Classical rock mechanics predicts that normal faults should form at 60-65 degrees, rotating to 30-40 degrees before locking, so widespread slip at around 20 degrees is considered paradoxical. Furthermore, the dip distribution of normal fault earthquakes has a distinct, unexplained peak at similar to 45 degrees. For both problems, some combination of low friction, high fluid pressures, stress rotation and efficiency of low-angle slip have been suggested but provide at best a partial solution. A simple quantitative model for normal fault rotation (iterating between slip on faults and distributed strain) predicts that faults spend more time at lower angles.

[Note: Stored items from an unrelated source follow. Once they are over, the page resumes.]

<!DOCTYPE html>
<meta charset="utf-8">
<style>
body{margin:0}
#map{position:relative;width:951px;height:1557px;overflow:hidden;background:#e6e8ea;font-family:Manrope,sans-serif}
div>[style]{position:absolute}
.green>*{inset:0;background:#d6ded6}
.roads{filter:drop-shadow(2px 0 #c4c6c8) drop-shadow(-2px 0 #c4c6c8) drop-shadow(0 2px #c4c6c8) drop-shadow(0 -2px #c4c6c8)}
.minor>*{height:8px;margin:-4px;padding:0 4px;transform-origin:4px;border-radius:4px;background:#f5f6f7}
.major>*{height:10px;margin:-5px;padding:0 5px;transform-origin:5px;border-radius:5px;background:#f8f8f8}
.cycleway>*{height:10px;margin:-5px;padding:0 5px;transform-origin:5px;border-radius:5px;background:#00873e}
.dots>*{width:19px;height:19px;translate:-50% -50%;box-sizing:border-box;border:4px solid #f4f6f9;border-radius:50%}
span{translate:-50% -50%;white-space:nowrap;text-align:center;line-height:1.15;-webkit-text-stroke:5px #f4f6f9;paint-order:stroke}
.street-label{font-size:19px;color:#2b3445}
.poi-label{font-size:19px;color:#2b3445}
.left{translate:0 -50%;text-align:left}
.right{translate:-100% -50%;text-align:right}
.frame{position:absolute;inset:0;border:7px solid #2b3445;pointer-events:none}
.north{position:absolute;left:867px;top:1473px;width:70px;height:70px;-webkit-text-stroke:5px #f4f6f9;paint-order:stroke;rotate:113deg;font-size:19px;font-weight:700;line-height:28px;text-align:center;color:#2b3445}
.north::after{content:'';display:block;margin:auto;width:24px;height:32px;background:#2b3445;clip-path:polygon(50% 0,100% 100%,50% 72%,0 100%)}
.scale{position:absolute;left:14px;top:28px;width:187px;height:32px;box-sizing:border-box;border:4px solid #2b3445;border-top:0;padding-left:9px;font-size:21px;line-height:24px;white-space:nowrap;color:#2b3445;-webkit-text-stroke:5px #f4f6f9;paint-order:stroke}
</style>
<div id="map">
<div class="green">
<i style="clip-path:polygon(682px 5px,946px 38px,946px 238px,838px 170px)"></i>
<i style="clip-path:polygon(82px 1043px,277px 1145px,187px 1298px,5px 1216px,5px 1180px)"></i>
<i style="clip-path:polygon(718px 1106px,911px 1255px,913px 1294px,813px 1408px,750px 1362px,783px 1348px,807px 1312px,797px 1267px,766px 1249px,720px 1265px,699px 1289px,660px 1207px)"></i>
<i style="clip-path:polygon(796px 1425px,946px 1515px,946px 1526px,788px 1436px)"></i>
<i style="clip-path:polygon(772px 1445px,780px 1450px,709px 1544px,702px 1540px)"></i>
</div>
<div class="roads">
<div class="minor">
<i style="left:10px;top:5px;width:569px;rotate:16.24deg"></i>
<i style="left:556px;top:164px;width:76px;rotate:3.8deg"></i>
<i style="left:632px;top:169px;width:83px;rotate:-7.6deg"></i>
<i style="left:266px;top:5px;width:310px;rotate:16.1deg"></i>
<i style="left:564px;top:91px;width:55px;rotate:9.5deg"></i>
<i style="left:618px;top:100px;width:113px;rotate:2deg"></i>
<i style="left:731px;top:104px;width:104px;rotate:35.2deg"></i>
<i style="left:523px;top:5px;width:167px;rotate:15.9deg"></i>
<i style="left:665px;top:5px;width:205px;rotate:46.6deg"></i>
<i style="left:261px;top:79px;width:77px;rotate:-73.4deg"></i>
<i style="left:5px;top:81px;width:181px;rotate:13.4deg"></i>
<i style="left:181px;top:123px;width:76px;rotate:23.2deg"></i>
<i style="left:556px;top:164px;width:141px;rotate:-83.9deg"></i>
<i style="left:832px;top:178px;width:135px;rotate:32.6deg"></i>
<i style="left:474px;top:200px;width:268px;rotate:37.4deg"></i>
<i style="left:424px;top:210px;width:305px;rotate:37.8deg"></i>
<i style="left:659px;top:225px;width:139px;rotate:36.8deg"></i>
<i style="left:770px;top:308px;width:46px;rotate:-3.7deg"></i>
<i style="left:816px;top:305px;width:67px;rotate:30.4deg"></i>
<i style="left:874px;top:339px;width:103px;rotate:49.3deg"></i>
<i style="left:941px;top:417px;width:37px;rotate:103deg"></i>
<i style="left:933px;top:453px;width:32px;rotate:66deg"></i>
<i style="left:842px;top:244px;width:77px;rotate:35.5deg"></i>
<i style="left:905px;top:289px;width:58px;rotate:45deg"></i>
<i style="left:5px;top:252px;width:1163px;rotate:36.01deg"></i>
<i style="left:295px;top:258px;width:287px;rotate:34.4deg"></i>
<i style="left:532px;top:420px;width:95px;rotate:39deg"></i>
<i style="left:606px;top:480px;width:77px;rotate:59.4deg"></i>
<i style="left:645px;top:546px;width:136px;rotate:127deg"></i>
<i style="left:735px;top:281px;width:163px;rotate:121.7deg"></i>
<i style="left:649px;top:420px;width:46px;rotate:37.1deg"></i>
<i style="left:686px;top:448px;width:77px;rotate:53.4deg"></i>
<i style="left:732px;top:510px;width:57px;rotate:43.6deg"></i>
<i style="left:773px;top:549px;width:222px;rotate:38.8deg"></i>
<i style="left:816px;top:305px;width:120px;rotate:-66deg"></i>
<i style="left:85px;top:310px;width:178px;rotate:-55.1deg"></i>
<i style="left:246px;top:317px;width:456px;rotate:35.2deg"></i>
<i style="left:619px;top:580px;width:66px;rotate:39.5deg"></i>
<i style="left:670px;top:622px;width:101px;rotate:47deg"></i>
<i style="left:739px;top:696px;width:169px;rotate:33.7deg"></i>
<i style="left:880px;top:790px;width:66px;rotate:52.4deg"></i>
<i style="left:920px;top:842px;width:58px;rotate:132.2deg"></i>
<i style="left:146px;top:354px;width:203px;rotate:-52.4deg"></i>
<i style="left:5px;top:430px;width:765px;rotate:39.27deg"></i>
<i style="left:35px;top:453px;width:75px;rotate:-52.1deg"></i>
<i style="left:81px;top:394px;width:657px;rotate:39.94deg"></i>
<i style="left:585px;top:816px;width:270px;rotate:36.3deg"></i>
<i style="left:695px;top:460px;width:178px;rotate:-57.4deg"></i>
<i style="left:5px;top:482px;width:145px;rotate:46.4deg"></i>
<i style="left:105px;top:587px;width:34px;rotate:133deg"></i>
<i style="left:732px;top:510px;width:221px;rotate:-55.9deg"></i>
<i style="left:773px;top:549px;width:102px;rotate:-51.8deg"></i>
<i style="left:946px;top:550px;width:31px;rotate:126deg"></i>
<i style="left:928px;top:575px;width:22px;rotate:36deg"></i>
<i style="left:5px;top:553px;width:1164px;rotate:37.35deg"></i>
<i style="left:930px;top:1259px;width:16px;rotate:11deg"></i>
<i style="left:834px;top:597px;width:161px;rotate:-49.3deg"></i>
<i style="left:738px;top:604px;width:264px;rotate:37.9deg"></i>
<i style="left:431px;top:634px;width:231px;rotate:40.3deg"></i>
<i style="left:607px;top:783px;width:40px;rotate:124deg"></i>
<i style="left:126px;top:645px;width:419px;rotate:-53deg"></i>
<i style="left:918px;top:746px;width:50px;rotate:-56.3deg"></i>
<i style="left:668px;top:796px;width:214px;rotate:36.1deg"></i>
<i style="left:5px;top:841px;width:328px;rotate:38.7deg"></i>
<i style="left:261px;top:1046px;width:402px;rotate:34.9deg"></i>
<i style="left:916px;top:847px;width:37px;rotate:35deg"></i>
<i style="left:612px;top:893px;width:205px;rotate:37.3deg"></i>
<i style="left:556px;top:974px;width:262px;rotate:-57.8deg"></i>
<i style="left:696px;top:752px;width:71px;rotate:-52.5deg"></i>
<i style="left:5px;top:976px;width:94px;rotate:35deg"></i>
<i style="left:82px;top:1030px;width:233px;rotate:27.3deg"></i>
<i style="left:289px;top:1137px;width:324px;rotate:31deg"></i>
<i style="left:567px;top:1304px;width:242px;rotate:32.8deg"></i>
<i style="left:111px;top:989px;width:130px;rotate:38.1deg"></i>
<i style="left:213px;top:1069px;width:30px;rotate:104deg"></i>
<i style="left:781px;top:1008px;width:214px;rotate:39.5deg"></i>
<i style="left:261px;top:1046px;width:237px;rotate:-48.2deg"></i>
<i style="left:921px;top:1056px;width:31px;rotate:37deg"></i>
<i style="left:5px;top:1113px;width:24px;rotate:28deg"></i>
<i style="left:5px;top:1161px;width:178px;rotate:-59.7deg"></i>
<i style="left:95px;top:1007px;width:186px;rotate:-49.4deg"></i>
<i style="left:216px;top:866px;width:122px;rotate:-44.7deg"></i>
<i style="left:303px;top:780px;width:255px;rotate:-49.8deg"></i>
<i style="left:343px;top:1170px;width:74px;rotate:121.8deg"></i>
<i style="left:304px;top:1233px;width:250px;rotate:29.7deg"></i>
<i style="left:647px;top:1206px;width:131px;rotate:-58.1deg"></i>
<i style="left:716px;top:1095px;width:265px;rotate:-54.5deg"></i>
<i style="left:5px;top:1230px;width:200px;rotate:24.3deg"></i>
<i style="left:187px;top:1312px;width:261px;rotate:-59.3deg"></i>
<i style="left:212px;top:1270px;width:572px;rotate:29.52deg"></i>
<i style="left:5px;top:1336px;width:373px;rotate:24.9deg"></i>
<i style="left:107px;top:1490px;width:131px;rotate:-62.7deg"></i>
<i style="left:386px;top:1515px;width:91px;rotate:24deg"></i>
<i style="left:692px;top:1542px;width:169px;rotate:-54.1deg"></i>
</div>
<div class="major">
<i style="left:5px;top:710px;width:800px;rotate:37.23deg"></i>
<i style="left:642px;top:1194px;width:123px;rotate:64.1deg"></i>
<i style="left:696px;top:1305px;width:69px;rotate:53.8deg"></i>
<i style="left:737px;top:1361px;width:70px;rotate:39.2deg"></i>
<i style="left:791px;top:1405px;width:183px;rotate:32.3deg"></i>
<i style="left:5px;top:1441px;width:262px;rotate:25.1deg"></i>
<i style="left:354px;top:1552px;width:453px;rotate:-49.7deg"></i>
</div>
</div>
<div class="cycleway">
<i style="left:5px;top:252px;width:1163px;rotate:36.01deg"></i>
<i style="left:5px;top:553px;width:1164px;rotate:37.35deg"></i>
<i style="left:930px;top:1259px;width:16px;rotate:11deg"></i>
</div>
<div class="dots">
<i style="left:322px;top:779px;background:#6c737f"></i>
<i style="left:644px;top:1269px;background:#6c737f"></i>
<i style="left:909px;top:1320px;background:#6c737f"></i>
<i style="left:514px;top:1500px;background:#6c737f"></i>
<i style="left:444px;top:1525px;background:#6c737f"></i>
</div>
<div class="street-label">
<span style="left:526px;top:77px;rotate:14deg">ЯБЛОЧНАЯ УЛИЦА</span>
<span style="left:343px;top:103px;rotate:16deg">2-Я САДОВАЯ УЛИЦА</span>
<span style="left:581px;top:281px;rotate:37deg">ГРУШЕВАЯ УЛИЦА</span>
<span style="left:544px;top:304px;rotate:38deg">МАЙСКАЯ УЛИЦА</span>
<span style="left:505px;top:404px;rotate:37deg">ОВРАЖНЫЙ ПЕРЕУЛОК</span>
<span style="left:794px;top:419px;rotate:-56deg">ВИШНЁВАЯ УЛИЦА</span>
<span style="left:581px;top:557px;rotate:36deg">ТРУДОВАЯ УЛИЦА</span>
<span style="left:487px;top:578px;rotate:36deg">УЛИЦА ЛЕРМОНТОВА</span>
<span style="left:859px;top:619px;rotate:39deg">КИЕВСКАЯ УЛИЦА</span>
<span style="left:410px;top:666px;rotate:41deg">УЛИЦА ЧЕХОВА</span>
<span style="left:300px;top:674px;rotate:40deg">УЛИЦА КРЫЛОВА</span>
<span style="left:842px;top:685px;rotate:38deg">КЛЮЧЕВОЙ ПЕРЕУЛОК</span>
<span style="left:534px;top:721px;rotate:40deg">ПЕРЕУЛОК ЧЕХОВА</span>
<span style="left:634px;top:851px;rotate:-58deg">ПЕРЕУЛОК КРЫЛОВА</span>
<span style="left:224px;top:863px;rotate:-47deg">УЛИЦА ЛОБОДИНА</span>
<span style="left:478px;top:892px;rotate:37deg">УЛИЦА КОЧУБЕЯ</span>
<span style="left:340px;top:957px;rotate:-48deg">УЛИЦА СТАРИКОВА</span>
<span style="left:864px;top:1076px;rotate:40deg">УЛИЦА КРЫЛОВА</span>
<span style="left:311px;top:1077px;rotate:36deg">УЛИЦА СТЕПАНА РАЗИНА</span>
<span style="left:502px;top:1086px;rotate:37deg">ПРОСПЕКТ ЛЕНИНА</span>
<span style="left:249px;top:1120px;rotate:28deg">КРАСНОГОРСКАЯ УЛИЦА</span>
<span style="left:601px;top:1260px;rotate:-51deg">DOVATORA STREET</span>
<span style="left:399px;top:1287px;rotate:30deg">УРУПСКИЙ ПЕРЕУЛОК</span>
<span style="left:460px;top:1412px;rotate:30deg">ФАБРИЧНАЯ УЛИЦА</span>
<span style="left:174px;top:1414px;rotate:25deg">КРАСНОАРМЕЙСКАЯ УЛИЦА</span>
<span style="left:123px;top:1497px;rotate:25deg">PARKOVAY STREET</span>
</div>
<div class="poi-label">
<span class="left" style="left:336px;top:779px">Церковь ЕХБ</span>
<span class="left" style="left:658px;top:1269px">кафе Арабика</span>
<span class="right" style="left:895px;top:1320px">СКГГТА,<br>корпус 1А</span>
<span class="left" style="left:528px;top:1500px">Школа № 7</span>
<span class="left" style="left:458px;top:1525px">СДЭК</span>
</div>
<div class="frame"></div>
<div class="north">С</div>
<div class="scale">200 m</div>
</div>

Combining this result with Mohr-Coulomb analysis of the range where seismogenic normal faults should lock up predicts the dip distribution of seismogenic normal faults and matches both the range and 45 degrees peak observed for normal fault earthquakes. As even the lowest dips of normal fault ruptures fall within the limits of fault reactivation, slip on seismogenic low-angle normal faults is not paradoxical. A new Mohr-Griffith solution to the limits of fault reactivation extends the analysis into the top few km, where low-angle slip is best constrained by field observations, and shows that low cohesion normal faults can remain active at <20 degrees without recourse to very low friction, high fluid pressures or stress rotation. This analysis thus resolves the long-standing paradox of slip on low-angle normal faults. Where continued rotation or changes in mechanical properties cause low-angle faults to lock in the shallow subsurface, a new fault propagates upward from the point of lock-up, transferring a hanging wall slice to the footwall, to be rafted up and out as a rider block. By recording the dip/depth of lock-up, riders atop detachments constrain the mechanics of faulting and of lock-up.